Understanding how others perceive us in the workplace can be a powerful tool in the management toolkit. 360-degree management development is one way to achieve these valuable insights and has significant benefits for the organisation.
What is 360?
360-degree feedback is a multi-level, multi-source feedback process which provides individuals with a holistic view of their behaviour in the workplace. Employees may receive feedback from their Manager in the form of performance review meetings or development conversations. However the opportunity to gain direct feedback from all sides can be hugely valuable. Feedback can be valuable is all sectors we work in.
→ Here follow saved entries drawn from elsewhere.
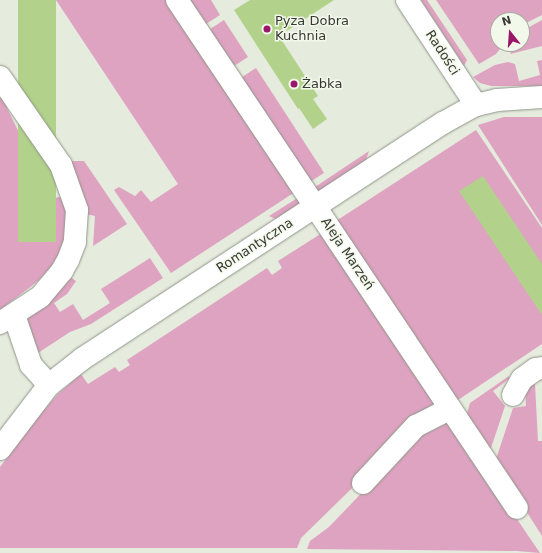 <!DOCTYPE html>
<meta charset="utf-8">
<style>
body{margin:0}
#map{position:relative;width:542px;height:553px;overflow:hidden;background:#e5ebdd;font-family:"DejaVu Sans",sans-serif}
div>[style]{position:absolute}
.green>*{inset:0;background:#dea3c0;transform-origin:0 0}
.building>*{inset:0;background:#b2d18b;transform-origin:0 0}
.roads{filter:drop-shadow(0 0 1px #8e9588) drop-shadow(0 0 1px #8e9588)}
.minor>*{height:22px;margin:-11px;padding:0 11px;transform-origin:11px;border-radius:11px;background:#fff}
.dots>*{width:11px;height:11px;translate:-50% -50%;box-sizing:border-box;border:2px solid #f2f9ea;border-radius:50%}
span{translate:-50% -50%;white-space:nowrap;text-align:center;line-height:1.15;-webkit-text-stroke:3px #f2f9ea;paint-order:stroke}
.poi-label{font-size:13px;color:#373934}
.left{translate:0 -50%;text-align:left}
.street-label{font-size:13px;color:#373934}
.north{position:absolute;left:490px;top:12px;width:40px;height:40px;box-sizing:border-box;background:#f2f9ea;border:1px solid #a7aca1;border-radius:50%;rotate:343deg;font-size:11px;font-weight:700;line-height:16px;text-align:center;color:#373934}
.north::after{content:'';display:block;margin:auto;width:14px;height:18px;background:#99166a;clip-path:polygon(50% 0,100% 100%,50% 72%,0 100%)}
</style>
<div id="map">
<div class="green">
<div style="clip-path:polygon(56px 0,170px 0,295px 192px,171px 273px,114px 190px,119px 187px,135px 196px,141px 190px,151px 202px,178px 184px)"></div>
<div style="clip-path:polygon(190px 0,211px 0,220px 15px,206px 24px)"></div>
<div style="clip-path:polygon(421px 0,427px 0,467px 60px,464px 66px)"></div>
<div style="clip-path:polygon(436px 0,542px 0,542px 15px,522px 25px,522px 20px,498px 20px,498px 44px,504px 44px,496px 54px,479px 64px)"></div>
<div style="left:224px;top:20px;width:44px;height:17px;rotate:57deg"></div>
<div style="clip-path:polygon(542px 20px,542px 46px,510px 54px,515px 44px,522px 44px,522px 31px)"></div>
<div style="clip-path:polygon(542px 60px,542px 86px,491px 86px,480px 83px,473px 77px,495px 65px,508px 62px,515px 64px,519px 81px,540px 75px,537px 61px)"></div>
<div style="left:256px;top:68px;width:125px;height:19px;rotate:57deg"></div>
<div style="clip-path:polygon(0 94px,37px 169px,45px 200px,64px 196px,67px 214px,65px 238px,60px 254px,50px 268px,38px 281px,0 310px)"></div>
<div style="clip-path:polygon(504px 117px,542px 117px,542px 225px,478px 125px)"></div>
<div style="clip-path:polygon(476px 130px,542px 228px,542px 344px,455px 402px,336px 221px)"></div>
<div style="clip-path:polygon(369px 151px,365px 163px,316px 195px,312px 189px)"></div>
<div style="clip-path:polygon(71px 161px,84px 161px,127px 224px,93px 246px,95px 216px,86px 214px)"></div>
<div style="clip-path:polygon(299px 197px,302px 205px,278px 220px,269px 216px)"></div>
<div style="clip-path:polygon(322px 233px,434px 401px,431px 411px,301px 538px,297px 548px,0 548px,0 467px,31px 425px,58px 394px,81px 374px,88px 384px,115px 367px,119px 372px,130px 365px,127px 360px,267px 268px,272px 275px,282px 268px,278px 261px)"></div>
<div style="clip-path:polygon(150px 258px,163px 278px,91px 324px,70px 332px,38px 353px,25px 330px,29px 314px,69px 276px,76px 281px,67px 294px,54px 303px,60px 312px,73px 304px,83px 320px,110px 303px,101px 289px)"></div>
<div style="clip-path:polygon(509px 376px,509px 379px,493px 391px,505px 406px,489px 454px,465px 420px,470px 403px)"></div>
<div style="clip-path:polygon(535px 384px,538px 441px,542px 441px,542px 536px,495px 462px,513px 408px,526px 406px,525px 385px)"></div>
<div style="clip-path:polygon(447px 416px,540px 553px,517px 551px,307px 549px,310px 541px,329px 527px,421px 431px)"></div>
</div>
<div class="building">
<div style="left:18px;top:0;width:38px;height:242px"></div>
<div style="clip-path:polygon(250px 0,334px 0,279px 36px,318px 96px,313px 99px,327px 119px,313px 129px,299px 108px,298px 109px,234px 10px)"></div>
<div style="clip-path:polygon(483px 176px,542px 264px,542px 315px,459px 191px)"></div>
</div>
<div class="roads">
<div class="minor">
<div style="left:177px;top:0;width:611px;rotate:56.21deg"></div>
<div style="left:407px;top:0;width:126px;rotate:56.7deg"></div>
<div style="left:0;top:77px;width:107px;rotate:55.3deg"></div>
<div style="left:61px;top:165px;width:48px;rotate:70.4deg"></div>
<div style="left:77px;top:210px;width:32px;rotate:94deg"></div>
<div style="left:75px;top:242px;width:19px;rotate:111deg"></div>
<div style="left:68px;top:260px;width:13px;rotate:119deg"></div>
<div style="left:62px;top:271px;width:34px;rotate:130deg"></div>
<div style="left:40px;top:297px;width:48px;rotate:147deg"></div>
<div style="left:14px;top:315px;width:53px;rotate:71.2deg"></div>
<div style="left:31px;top:365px;width:27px;rotate:48deg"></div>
<div style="left:513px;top:395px;width:18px;rotate:-61deg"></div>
<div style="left:522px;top:379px;width:17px;rotate:-36deg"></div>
<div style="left:536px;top:369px;width:6px;rotate:-9deg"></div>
<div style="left:0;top:449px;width:81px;rotate:-52.6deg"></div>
<div style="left:49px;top:385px;width:42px;rotate:-38.2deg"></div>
<div style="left:82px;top:359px;width:431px;rotate:-33.2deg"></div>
<div style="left:443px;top:123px;width:38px;rotate:-29deg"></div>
<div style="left:476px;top:105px;width:22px;rotate:-13deg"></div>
<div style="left:497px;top:100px;width:45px;rotate:-3.8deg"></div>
<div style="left:363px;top:483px;width:78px;rotate:-47.1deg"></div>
<div style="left:416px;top:426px;width:37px;rotate:-27deg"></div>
</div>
</div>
<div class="dots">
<div style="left:267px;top:29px;background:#99166a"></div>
<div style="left:294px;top:84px;background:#99166a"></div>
</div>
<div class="poi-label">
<span class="left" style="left:275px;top:29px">Pyza Dobra<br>Kuchnia</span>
<span class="left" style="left:302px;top:84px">Żabka</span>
</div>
<div class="street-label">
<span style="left:442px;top:53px;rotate:57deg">Radości</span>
<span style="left:255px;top:246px;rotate:-33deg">Romantyczna</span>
<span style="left:347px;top:254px;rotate:56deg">Aleja Marzeń</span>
</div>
<div class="north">N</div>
</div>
GPs, Opticians, Vets, Care Home Managers and Nurses could all benefit from this type of feedback from their teams.
What does it look like?
360-degree feedback can be provided as a questionnaire, ideally based on the competencies for the role. It can have additional open questions to capture written feedback on areas which are working well for the individual as well as not so well. “Raters” can be chosen from a pool of colleagues including Manager, peers, direct reports, customers, etc. The process should protect the anonymity of those providing feedback and so encourage open and honest feedback.
When to do 360?
It is important that this takes place at a time when the individuals and organisation is ready to support open development discussions. This is an organisational responsibility and it is important to consider when it is taking place and how it is being communicated and delivered.
The British Psychological Society has published guidelines setting out issues and recommendations for action that should be considered when implementing a 360-degree programme. Access at:
What is the output?
The ‘output’ from the process is typically a report providing the individual with their and others’ ratings of their behaviour in the workplace, followed ideally by a feedback session.
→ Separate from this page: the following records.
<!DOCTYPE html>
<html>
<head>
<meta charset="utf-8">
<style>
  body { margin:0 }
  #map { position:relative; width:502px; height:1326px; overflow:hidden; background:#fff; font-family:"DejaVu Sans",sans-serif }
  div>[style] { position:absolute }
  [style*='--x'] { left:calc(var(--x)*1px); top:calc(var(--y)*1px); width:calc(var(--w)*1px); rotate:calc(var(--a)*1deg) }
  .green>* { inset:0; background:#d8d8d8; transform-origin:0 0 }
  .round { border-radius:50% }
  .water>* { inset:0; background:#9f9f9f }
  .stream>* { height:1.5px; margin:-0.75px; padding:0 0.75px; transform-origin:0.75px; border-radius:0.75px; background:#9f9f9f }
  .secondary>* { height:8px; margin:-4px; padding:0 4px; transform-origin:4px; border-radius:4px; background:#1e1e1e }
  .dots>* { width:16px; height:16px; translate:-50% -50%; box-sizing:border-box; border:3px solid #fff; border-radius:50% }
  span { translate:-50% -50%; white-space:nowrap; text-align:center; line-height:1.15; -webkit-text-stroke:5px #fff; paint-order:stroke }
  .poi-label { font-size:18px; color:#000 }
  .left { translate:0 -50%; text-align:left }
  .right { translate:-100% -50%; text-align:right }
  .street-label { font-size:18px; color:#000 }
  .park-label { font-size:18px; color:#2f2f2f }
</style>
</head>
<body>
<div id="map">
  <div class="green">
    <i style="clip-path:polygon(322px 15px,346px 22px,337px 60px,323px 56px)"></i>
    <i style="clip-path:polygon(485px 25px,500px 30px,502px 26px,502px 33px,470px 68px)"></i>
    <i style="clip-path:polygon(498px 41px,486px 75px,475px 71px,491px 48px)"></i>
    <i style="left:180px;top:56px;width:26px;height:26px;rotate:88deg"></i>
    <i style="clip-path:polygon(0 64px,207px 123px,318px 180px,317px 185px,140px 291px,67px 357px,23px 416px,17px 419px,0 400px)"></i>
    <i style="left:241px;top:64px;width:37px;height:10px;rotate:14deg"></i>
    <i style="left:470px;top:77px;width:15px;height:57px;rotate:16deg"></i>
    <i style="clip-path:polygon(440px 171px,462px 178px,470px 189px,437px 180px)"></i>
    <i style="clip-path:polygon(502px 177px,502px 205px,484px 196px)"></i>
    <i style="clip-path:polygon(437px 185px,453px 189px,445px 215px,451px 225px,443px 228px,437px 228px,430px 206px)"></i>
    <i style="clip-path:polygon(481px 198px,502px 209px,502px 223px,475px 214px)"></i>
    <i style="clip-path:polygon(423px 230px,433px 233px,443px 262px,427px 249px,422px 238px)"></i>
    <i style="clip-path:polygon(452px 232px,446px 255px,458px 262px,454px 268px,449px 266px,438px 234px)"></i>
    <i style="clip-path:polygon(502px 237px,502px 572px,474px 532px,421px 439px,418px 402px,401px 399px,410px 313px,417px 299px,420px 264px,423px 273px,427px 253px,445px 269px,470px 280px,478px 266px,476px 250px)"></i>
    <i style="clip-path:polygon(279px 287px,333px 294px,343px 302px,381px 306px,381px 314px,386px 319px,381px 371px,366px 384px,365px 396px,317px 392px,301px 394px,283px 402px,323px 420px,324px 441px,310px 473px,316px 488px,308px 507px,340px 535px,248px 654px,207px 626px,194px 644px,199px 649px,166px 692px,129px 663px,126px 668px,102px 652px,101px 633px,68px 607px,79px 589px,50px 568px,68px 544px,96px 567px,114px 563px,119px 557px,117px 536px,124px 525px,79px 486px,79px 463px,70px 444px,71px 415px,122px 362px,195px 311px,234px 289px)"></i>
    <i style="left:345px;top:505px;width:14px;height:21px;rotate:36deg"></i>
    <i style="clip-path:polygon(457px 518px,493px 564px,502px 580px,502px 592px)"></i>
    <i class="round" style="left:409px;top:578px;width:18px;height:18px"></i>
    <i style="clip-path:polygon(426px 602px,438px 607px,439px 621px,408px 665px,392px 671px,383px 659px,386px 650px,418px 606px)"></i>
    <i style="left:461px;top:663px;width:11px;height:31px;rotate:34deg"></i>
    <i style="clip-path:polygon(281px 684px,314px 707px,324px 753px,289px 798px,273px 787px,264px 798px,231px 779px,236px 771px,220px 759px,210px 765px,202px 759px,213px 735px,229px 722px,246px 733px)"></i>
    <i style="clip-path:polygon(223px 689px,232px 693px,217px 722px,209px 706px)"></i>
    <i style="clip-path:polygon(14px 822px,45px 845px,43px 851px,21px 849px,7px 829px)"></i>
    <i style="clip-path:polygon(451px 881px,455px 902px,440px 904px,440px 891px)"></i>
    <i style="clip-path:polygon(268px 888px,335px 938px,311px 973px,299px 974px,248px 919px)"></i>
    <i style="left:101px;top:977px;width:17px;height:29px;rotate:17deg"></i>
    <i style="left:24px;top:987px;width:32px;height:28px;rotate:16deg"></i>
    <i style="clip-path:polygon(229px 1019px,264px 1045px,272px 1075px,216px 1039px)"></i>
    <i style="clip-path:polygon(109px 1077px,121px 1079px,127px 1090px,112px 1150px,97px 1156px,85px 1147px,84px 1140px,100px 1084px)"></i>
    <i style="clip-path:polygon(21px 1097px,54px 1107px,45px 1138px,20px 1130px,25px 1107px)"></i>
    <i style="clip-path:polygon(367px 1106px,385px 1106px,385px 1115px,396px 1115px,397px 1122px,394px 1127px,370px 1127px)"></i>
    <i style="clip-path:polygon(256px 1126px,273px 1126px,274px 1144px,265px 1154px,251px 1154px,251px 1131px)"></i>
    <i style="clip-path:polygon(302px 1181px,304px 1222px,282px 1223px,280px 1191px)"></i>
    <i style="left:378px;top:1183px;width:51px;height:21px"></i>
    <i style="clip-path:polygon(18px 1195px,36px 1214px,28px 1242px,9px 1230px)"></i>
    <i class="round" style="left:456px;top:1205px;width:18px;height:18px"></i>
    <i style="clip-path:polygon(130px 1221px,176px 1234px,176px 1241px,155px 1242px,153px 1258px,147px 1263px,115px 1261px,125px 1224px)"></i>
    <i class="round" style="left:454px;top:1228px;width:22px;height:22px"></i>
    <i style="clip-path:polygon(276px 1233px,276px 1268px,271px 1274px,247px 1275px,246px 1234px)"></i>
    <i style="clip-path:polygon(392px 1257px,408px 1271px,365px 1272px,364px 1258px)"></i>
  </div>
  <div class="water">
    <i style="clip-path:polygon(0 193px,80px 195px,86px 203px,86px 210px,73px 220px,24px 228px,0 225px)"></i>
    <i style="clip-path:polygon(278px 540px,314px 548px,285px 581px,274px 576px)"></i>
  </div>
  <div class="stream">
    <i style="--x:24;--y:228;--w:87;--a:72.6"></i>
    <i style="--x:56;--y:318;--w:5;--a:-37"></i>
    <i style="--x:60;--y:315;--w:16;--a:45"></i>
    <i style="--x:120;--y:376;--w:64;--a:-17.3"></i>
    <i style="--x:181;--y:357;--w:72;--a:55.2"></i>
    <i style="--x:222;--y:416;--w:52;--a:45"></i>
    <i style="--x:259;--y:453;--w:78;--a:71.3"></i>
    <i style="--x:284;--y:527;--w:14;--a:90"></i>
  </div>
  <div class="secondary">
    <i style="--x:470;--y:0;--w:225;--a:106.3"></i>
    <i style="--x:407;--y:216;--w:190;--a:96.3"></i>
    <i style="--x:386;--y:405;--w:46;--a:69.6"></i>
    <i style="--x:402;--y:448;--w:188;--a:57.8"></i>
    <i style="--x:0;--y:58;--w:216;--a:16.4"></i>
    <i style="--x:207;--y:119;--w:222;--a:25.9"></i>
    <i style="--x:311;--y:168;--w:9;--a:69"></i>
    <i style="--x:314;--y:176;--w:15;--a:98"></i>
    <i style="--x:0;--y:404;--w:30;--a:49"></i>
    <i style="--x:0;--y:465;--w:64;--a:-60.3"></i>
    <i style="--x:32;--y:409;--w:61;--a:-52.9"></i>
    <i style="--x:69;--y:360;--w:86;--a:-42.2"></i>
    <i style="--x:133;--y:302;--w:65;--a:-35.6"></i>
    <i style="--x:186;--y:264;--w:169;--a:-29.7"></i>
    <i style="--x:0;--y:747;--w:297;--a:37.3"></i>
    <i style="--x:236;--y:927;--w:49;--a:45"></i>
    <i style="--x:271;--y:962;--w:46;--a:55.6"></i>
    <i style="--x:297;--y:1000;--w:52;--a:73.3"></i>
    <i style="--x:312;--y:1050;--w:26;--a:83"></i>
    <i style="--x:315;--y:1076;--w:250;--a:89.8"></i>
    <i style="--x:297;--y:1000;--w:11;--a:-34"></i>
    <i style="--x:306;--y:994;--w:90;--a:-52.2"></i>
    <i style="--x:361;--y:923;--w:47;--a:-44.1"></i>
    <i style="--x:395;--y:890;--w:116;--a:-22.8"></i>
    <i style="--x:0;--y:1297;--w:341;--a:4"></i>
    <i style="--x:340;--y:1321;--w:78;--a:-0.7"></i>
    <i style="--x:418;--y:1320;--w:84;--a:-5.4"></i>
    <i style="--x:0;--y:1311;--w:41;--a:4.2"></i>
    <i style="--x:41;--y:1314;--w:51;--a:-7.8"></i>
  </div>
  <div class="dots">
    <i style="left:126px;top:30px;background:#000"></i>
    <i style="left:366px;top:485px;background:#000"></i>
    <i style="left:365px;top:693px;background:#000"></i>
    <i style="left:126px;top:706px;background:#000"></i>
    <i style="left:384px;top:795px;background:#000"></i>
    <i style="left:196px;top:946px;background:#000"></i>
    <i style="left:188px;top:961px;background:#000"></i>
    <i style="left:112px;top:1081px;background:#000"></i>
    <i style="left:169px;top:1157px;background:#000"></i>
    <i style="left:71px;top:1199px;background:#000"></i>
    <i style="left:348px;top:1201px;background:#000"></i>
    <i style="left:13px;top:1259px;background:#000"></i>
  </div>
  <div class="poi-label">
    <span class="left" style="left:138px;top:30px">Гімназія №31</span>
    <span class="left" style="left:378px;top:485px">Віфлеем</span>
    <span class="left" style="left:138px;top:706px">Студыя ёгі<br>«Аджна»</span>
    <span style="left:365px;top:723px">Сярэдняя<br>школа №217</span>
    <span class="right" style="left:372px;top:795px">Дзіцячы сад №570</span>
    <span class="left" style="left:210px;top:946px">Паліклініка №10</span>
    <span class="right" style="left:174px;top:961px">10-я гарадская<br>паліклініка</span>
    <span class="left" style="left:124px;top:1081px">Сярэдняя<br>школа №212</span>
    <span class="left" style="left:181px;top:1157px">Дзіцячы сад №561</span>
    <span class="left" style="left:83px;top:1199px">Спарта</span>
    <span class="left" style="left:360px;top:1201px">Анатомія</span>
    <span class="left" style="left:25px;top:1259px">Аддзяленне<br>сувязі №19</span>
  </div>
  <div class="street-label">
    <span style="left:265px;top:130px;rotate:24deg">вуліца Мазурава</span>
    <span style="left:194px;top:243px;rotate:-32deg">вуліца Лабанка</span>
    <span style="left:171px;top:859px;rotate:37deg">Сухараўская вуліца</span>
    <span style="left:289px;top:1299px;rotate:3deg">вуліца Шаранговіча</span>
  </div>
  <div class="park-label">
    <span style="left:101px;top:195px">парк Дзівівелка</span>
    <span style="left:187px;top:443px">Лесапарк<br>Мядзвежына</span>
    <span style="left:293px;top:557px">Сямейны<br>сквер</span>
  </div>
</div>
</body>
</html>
The feedback session from a trained feedback facilitator is the opportunity for the individual and facilitator to explore the reality of these views and enable the individual to identify clear development goals, ideally placing the responsibility on them for their own development.
Why do it?
One of the main benefits for the individual is an increased and focused level of self-awareness. Understanding yourself is a vital first step for starting a personal development journey or when thinking about applying for a new job; for example understanding yourself, how you fit into your current team and your development needs.
The process of 360 provides feedback on specific areas for development and areas of strength which allow the individual to understand where they can specifically focus their development plans.
The individual can gain valuable and lasting insight into how ‘what they do’ affects their performance in the workplace. An example could be a Manager who works effectively but largely in an unstructured and unmethodical way.
They may know that they are not a particularly structured person and may have identified time management issues; but they may not be aware how this affects the productivity of others who find this to be distracting or stressful as they are trying to second guess what the individual may be doing or what they may need or want.
By receiving feedback from individuals in this safe way, the individual can gain valuable insight and potentially adapt their approach / style to reduce the negative impact on others in the workplace, or simply opening up communication.
The organisation stands to gain from the process also; the process of 360-degree feedback can provide a level of self-awareness which increases efficiency and impact positively on those the individual engages with regularly. The individual will have an evidence-base for their development plans, based upon the needs of those within the organisation, including their line manager and direct reports.
Handled well, 360-degree feedback has the potential to benefit a whole team as it can open up communication within the team, address underlying issues which may be affecting a number of people, directly or indirectly.
It can also involve customers or clients to gain feedback directly from them, demonstrating openness and potentially strengthen relations. The organisation can identify areas to focus development plans across jobs or use it to launch a new performance development process.
The process and feedback session can also encourage more personal responsibility in staff for owning their own development, which research suggests will make them more likely to take it forward.